INPUT DATA:
____________________
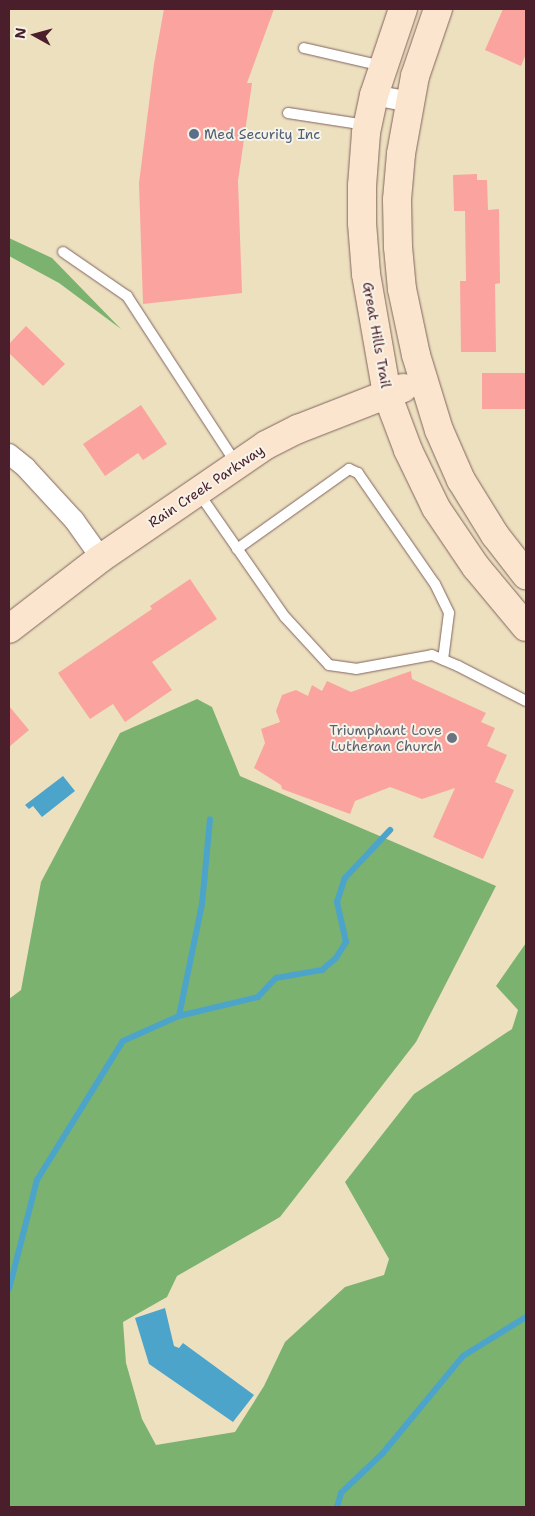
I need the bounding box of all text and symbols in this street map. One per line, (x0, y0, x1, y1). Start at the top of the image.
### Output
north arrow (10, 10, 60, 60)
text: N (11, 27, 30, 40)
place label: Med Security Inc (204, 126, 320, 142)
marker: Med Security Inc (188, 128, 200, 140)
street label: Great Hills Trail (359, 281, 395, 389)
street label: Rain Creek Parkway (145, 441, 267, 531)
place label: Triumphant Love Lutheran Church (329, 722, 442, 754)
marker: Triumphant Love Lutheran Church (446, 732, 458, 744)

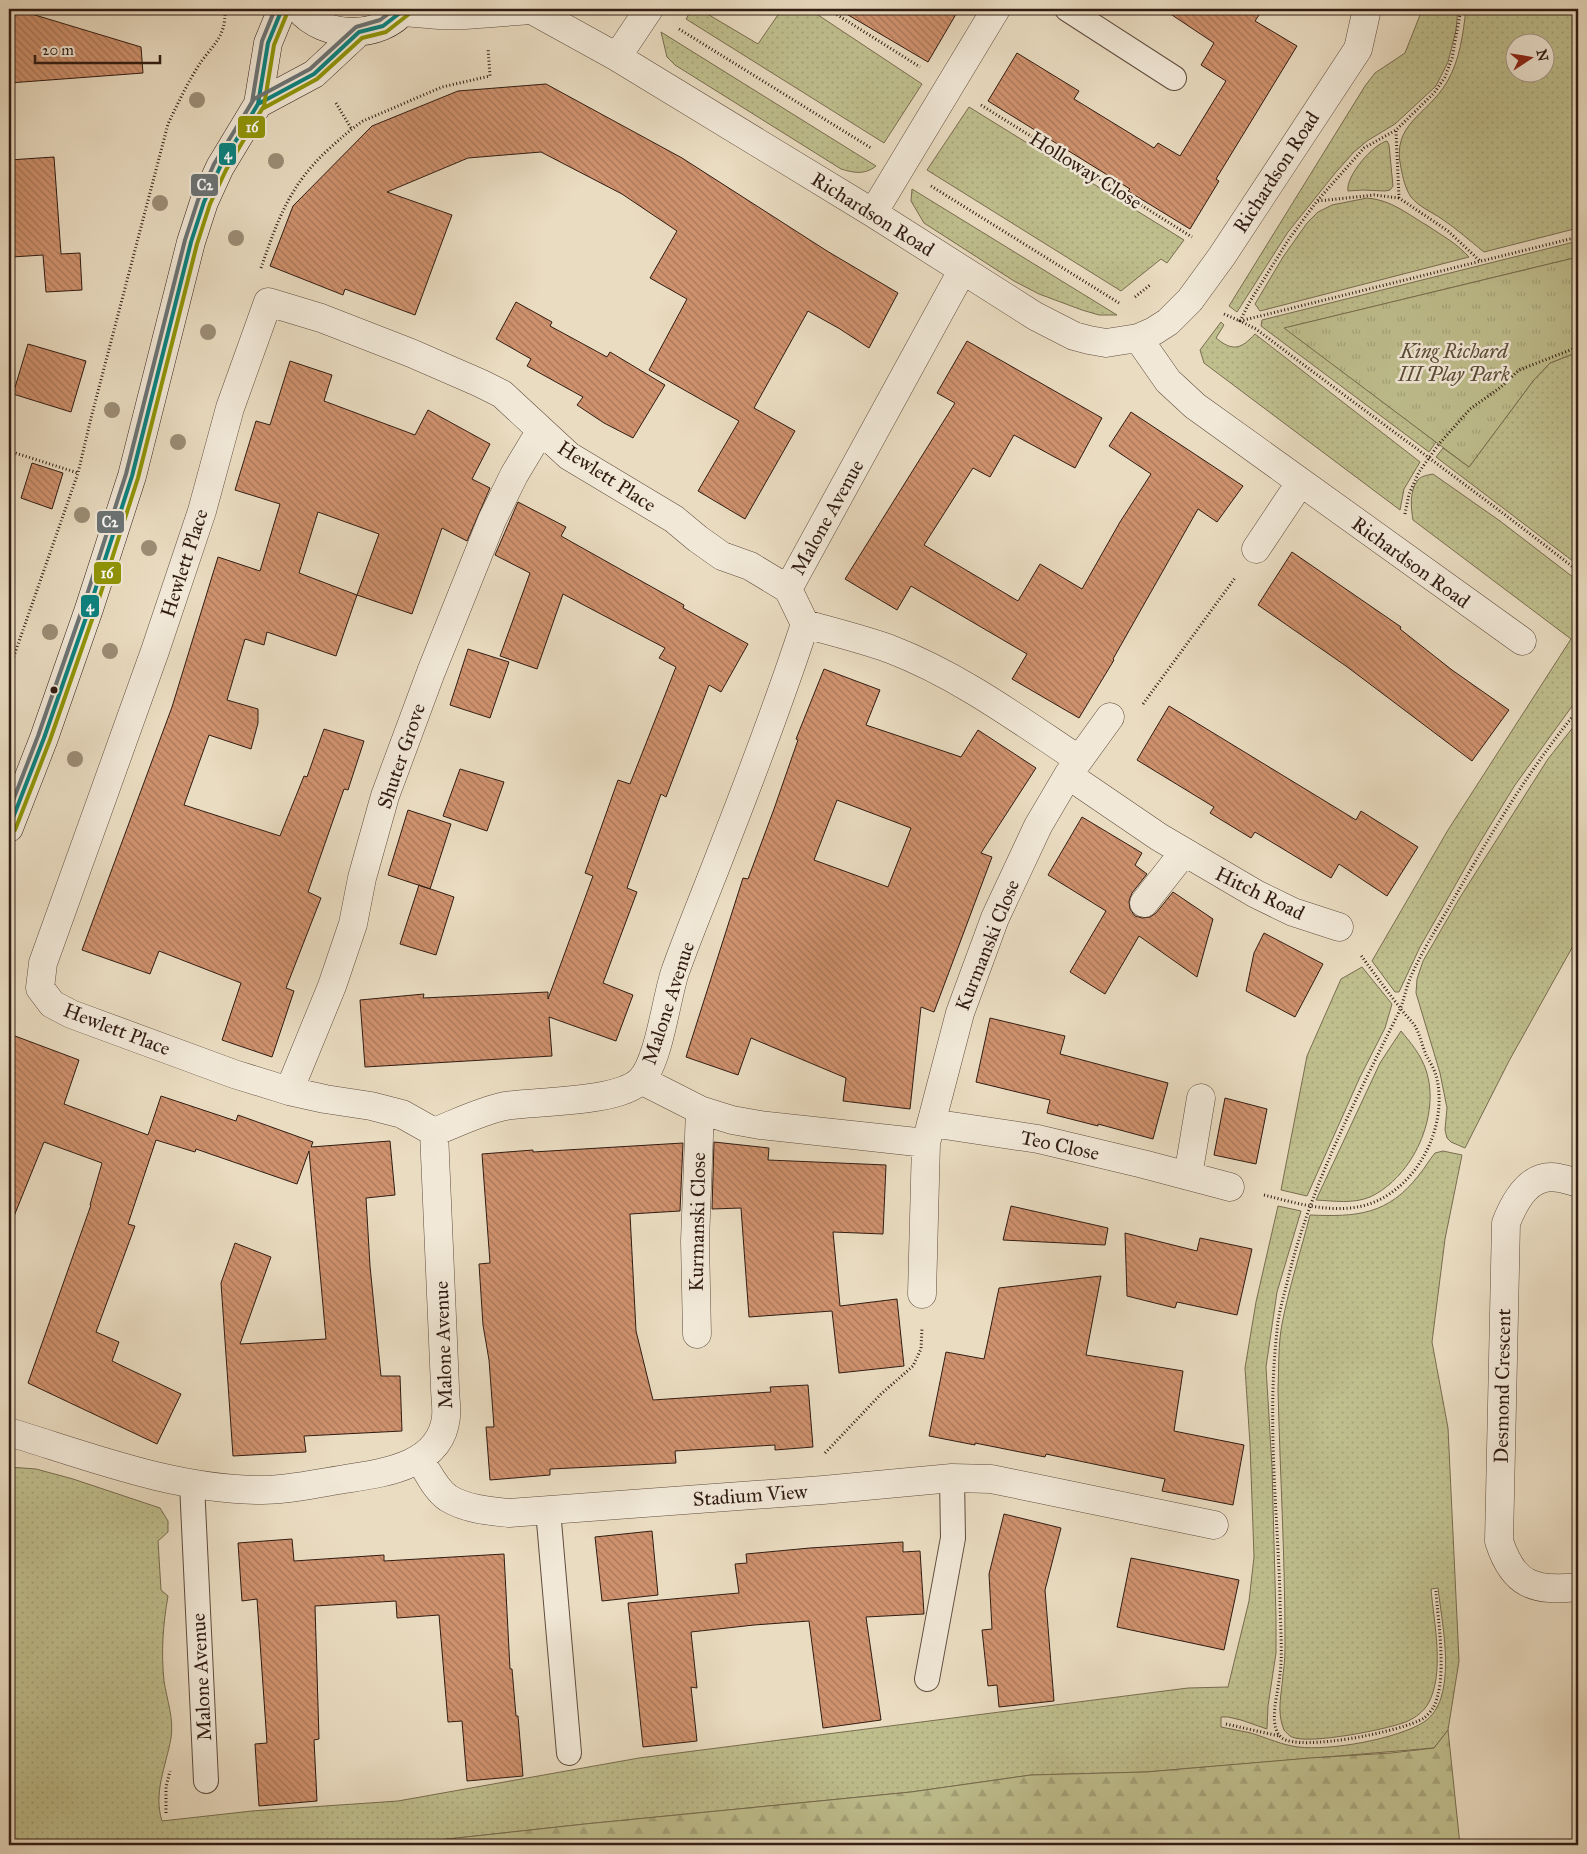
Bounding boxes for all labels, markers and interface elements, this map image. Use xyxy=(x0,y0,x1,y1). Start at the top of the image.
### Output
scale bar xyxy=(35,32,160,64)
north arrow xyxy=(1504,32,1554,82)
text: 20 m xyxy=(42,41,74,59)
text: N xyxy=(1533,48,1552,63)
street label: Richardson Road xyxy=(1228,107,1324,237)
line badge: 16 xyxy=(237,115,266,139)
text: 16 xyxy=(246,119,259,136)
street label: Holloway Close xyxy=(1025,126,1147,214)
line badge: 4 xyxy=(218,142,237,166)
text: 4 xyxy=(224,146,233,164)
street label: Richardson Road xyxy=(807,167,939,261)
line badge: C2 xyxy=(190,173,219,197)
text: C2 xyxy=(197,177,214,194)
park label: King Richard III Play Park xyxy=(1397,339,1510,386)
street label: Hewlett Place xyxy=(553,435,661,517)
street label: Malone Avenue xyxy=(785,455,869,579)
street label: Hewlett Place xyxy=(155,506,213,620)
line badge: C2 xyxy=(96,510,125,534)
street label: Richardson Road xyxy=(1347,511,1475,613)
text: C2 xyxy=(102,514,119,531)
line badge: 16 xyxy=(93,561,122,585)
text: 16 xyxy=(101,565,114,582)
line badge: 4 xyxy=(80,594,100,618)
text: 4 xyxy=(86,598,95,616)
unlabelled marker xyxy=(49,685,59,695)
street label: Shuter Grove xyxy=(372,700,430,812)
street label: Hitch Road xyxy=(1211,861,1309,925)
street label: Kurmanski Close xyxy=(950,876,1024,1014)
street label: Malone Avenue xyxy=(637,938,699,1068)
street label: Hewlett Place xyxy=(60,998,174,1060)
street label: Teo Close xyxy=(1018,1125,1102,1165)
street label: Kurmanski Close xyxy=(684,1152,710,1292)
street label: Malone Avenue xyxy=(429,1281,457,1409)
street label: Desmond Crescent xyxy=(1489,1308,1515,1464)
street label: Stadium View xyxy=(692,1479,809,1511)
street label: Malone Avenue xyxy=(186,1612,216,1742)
____________________
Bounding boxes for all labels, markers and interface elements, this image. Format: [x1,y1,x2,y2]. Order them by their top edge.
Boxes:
____________________
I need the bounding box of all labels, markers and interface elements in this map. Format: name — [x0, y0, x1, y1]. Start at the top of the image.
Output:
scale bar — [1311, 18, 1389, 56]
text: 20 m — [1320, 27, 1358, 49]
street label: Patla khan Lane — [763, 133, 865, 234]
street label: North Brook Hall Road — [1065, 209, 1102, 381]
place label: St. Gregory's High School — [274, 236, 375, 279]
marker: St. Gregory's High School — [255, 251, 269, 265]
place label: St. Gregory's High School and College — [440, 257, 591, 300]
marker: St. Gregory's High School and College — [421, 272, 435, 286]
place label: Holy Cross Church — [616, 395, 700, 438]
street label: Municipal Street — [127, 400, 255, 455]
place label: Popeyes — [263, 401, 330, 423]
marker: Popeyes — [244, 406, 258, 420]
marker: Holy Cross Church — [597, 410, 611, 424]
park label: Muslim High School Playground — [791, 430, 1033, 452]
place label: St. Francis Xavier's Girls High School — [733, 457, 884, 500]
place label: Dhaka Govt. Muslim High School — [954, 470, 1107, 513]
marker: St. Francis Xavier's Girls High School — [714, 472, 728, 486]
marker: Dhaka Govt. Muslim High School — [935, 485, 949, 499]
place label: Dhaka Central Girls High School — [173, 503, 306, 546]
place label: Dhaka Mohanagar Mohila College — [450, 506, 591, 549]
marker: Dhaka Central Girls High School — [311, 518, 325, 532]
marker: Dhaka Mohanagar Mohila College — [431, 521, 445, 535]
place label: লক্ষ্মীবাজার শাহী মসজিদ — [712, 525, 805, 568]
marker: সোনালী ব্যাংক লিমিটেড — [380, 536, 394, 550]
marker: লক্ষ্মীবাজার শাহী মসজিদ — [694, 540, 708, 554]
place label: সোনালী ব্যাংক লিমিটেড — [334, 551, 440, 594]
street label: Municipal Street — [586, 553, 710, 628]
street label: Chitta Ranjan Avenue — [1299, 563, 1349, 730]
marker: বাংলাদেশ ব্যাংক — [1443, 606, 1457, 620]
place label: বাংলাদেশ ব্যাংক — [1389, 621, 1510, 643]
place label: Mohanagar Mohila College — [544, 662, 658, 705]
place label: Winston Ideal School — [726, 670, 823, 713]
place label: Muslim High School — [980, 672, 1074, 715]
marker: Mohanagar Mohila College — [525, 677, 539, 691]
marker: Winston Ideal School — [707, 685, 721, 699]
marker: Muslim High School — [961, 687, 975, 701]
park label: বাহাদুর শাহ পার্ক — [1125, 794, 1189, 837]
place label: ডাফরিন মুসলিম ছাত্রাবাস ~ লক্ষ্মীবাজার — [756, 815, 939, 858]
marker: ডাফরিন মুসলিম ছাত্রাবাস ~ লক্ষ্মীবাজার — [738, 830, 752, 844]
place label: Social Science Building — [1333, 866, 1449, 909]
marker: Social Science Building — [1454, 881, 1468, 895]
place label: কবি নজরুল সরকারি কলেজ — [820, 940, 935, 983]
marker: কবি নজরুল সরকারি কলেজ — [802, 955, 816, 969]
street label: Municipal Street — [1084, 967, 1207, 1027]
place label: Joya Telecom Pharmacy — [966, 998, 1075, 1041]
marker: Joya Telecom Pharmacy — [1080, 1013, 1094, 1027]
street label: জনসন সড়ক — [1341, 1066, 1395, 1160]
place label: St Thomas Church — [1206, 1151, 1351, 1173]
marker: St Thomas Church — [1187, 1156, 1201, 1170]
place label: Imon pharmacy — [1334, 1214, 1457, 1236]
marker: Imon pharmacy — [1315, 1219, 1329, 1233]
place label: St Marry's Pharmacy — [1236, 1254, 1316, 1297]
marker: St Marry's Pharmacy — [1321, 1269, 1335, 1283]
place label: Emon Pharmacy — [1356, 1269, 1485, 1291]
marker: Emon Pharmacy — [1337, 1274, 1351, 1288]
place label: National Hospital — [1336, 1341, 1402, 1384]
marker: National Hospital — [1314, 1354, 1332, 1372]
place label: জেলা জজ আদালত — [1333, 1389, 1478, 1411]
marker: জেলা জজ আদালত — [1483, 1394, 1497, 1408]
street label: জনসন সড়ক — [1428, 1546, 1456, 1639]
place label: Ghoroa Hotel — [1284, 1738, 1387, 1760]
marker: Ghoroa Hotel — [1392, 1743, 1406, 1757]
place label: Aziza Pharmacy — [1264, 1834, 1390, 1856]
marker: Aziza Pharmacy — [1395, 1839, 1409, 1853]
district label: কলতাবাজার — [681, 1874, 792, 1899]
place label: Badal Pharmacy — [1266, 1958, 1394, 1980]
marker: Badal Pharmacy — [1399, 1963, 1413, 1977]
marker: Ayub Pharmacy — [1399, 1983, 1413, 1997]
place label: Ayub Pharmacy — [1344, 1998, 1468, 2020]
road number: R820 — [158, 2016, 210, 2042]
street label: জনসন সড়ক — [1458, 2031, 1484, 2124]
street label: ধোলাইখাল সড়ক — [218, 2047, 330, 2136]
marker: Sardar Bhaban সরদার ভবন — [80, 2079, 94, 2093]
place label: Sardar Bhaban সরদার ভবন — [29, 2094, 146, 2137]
____________________
YOUR INSTRUCTIONS: Which of the lines above include the string "Start"? Pick them out and copy them.

TASK RESPONSE:
I need the bounding box of all text and symbols in this street map. One per line, (x0, y0, x1, y1). Start at the top of the image.
Bounding boxes for all labels, markers and interface elements, this map image. Use xyxy=(x0,y0,x1,y1). Start at the top of the image.
I need the bounding box of all labels, markers and interface elements in this map. Format: name — [x0, y0, x1, y1]. Start at the top of the image.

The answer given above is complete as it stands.